Xiang Zhang, Sitao Zhu, Yijie Wang, Chen Hong,
Pyrolysis characteristics of microalgae and machine learning modelling for activation energy,
Journal of Environmental Chemical Engineering,
Volume 13, Issue 6,
2025,
119876,
ISSN 2213-3437,
https://doi.org/10.1016/j.jece.2025.119876.
(https://www.sciencedirect.com/science/article/pii/S2213343725045737)

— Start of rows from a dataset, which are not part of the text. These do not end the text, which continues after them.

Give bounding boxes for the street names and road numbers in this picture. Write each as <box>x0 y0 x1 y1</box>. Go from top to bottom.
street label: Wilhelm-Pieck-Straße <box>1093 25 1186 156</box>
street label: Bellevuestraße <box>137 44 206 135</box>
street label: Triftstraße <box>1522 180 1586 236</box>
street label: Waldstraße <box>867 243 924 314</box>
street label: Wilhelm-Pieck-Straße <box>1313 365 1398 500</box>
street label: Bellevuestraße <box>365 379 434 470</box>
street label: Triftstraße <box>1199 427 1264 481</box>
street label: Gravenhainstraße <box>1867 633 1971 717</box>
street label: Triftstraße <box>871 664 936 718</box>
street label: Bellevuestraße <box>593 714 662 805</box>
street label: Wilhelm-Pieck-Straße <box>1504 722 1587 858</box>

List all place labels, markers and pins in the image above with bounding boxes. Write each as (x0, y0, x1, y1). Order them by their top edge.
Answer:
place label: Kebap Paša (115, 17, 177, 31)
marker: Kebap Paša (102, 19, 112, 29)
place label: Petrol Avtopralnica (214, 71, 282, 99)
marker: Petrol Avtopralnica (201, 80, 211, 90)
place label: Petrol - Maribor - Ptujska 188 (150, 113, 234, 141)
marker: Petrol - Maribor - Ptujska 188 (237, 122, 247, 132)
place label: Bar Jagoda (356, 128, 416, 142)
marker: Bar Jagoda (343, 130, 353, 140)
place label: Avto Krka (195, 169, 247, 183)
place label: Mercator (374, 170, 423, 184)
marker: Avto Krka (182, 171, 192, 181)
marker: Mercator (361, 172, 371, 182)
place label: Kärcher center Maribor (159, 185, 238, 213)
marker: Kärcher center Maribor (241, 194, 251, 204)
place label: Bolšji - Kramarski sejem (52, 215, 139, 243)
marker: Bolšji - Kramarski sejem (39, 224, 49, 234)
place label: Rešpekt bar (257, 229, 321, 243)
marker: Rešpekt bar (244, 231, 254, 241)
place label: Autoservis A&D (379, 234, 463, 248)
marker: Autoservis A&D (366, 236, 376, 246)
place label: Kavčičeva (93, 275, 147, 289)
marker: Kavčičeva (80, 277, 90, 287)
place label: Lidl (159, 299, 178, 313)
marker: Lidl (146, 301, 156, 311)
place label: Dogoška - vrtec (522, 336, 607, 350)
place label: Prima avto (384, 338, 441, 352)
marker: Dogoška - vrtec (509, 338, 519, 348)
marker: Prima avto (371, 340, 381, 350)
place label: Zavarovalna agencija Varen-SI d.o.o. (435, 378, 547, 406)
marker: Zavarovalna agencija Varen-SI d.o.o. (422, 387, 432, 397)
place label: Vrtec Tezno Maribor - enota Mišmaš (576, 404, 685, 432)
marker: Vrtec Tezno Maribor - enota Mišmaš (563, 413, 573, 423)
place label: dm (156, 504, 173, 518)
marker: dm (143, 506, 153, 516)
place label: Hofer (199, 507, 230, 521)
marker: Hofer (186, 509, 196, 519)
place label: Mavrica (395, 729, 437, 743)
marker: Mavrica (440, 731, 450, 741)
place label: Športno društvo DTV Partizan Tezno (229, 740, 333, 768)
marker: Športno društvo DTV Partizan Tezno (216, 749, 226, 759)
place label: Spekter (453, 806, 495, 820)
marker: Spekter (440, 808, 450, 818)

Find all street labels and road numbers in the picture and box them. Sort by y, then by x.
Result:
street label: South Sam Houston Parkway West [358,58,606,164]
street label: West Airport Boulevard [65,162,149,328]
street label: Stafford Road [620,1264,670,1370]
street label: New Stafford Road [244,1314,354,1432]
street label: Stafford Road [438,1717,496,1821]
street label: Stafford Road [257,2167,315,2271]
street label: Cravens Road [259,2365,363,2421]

Abstract: Microalgae biomass, as a representative third-generation bioenergy source, holds significant potential for sustainable fuel production. This study systematically investigated the pyrolysis characteristics and kinetic parameters of Chlorella vulgaris (CV) using thermogravimetric analysis coupled with Fourier-transform infrared spectroscopy (TG-FTIR), model compound decoupling, kinetic modeling, and machine learning (ML). Pyrolysis exhibited three distinct phases: dehydration, devolatilization, and residual decomposition. Increasing heating rates accelerated mass loss rates but did not affect final residue yields, confirming intrinsic compositional control. Model compounds (starch, glutamic acid, soybean oil) revealed synchronous decomposition mechanisms, with overlapping temperature ranges explaining DTG peak broadening. Kinetic analysis via Friedman, Flynn-Wall-Ozawa (FWO), and Kissinger-Akahira-Sunose (KAS) methods yielded an average activation energy of 198.5 kJ/mol for the main devolatilization phase. The reaction followed an order reaction model (O3), described by: dα/dt = 2.38(1-α)3exp(-2.39 ×104/T). The most probable mechanism function is the order model O3. To identify key factors influencing activation energy, an ML model was developed using 1003 datapoints from 51 microalgal species. Decision Tree (DT) outperformed BPNN (Backpropagation Neural Network) and SVR (Support Vector Regression) models, achieving exceptional accuracy (R2=0.998, RMSE=4.224). Feature importance analysis quantified C and H content as primary controllers of activation energy, underscoring organic composition’s critical role in reducing pyrolysis energy barriers. This work provides novel insights into microalgae pyrolysis mechanisms and establishes a robust ML framework for activation energy prediction.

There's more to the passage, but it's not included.